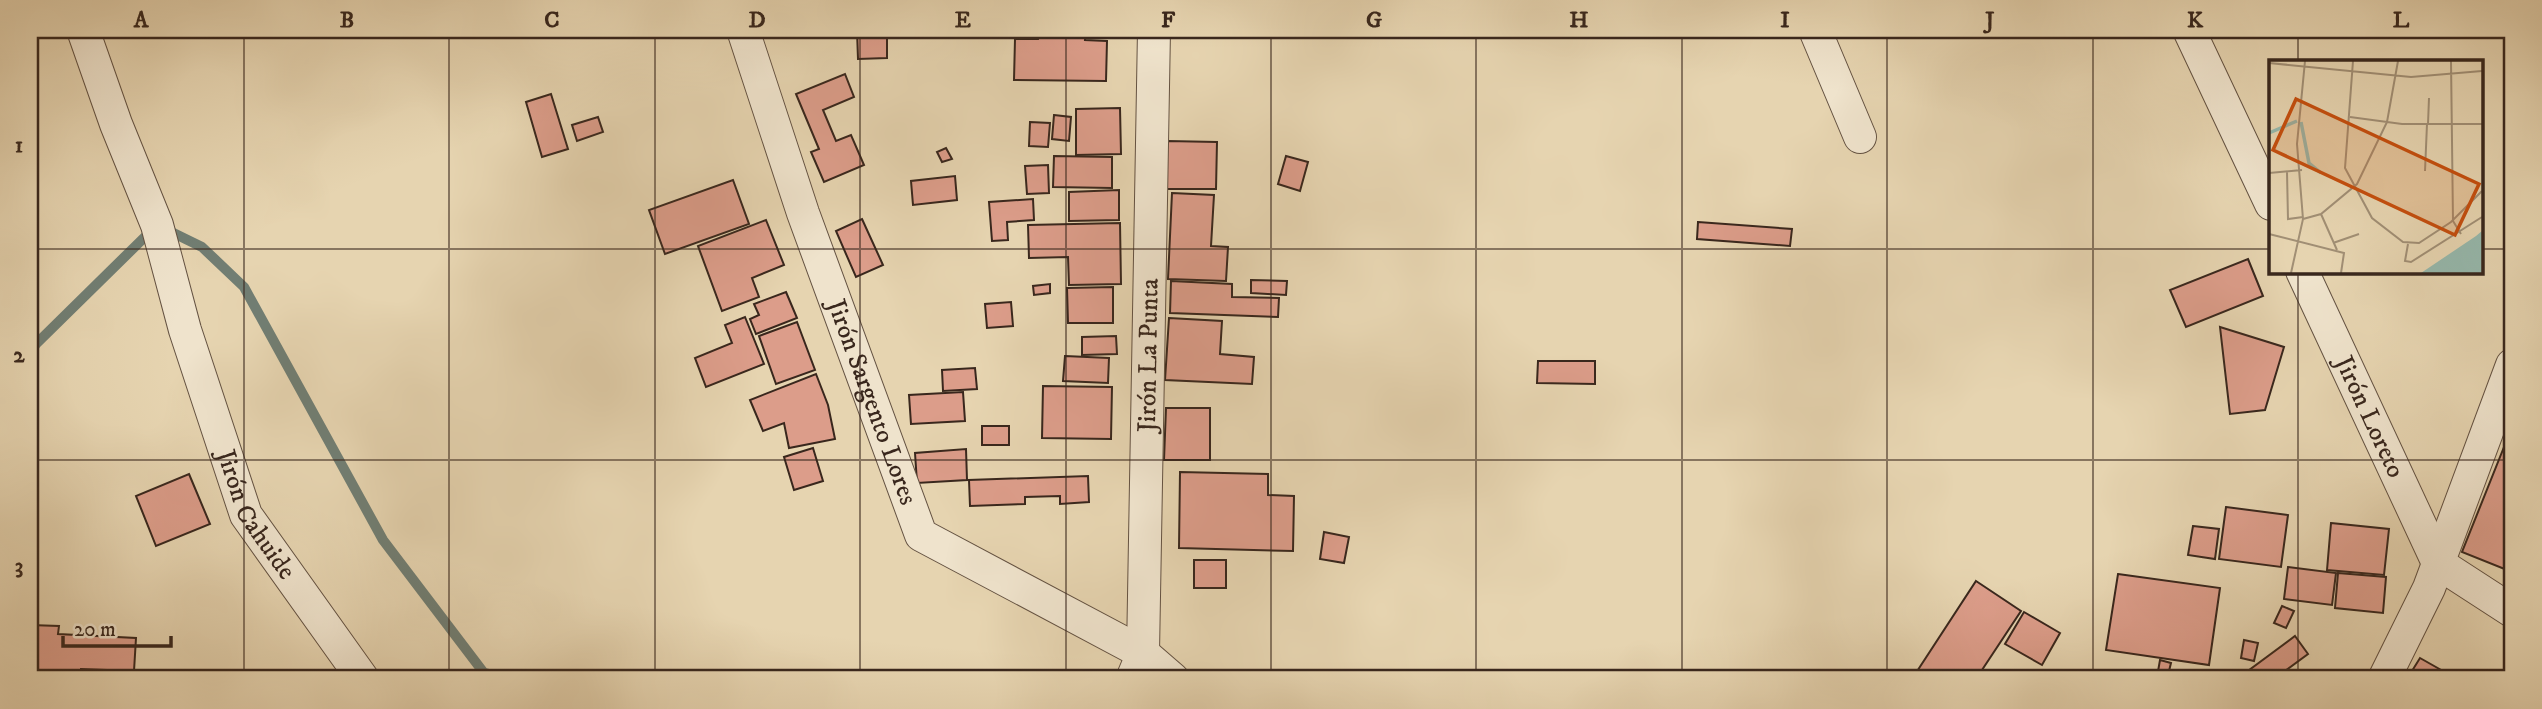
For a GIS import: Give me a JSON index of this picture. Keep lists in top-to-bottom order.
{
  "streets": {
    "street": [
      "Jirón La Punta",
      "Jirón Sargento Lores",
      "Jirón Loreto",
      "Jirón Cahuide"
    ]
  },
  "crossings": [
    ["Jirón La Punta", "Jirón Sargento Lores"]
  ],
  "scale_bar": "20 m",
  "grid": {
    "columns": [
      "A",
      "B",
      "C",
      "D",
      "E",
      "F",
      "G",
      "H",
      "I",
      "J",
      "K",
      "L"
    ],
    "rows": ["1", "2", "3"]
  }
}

...

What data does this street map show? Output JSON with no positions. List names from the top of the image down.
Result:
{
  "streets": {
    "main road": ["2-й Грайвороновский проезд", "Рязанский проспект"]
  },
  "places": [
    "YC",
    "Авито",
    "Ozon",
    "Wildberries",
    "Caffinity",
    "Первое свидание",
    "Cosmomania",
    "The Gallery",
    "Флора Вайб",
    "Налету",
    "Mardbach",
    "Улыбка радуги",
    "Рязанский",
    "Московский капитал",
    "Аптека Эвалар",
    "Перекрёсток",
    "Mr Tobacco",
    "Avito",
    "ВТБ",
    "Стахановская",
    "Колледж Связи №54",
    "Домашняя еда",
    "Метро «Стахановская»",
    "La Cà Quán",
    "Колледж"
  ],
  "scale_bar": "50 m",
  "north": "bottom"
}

* * *

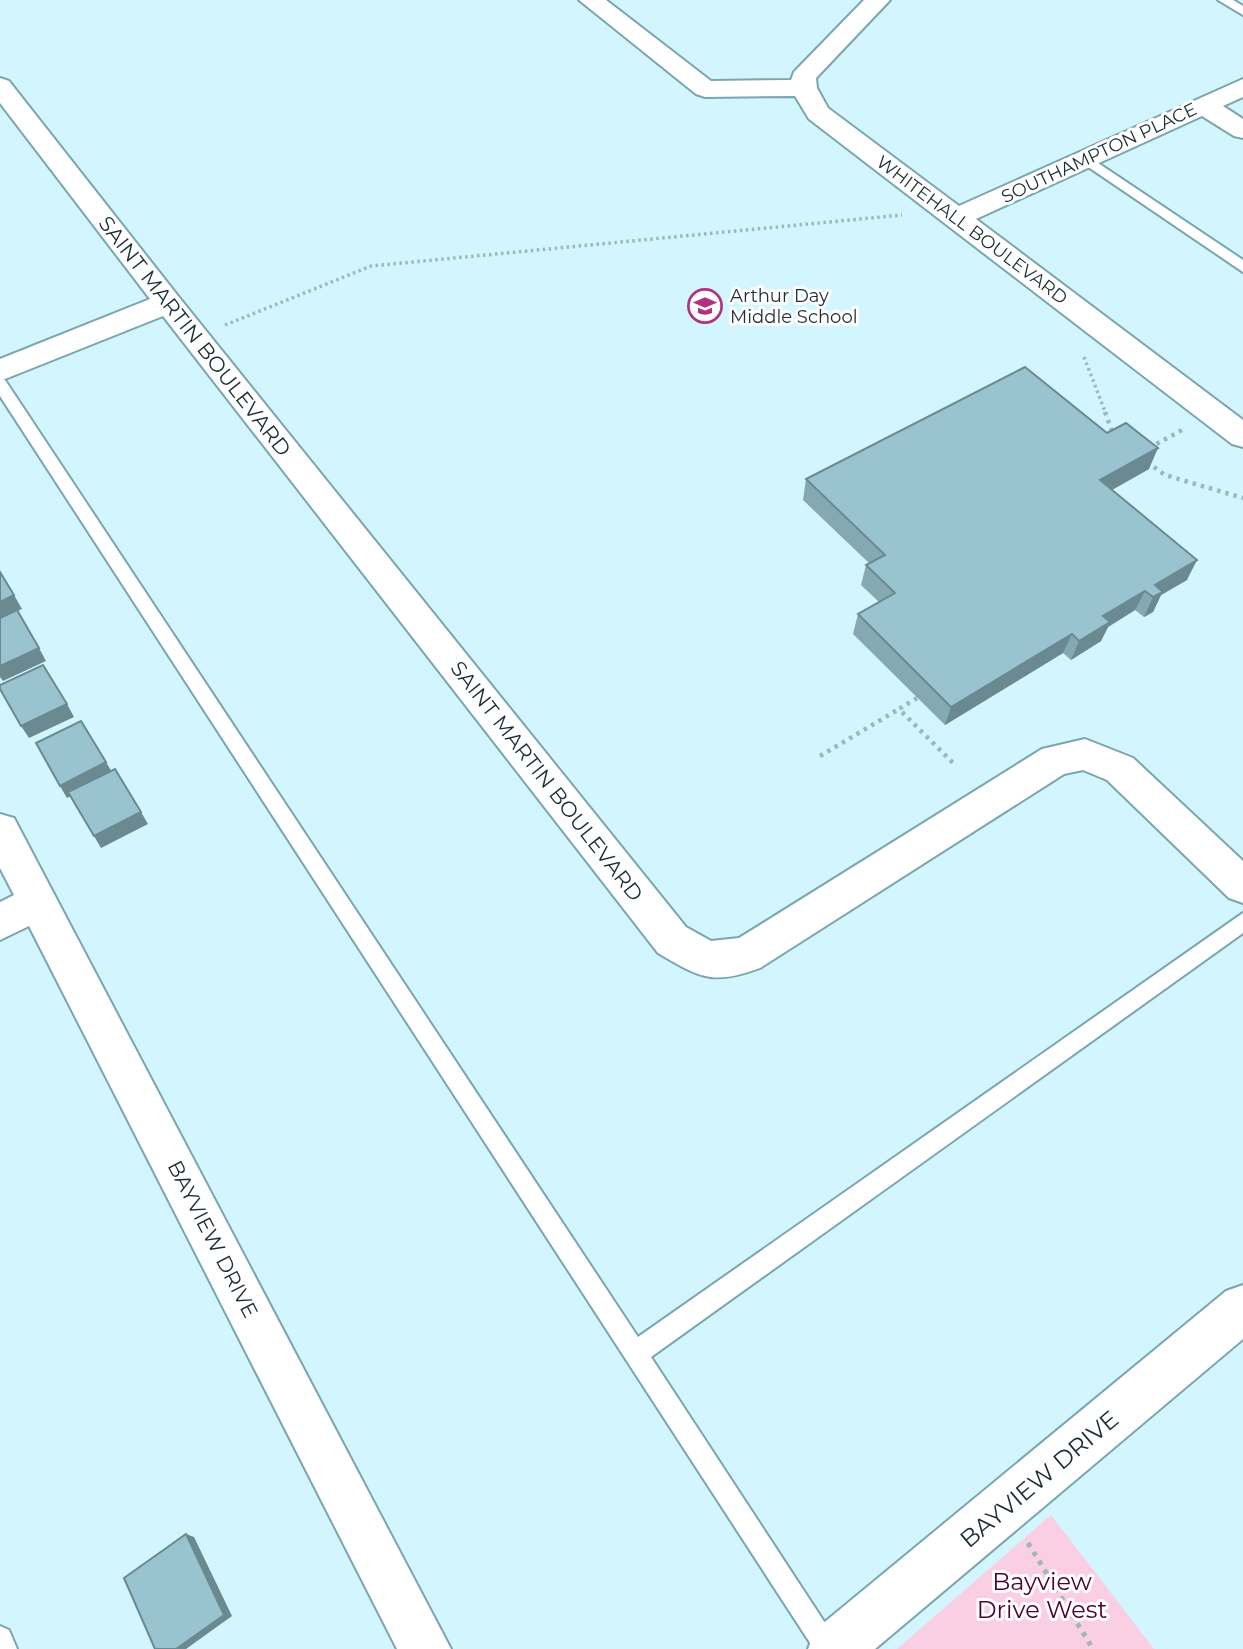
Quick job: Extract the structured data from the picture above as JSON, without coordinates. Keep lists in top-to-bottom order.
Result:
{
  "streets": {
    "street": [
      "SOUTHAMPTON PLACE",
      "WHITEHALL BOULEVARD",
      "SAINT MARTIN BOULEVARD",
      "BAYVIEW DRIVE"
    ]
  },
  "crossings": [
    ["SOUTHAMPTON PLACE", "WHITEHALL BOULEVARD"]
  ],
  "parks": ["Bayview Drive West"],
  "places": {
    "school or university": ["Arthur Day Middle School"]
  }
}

_Aim of the exercise_
Extract each line holding the word "data" from the records.

_Output of the task_
What data does this street map show? Output JSON with no positions. List names from the top of the image down.
Quick job: Extract the structured data from the picture above as JSON, without coordinates. Keep lists in top-to-bottom order.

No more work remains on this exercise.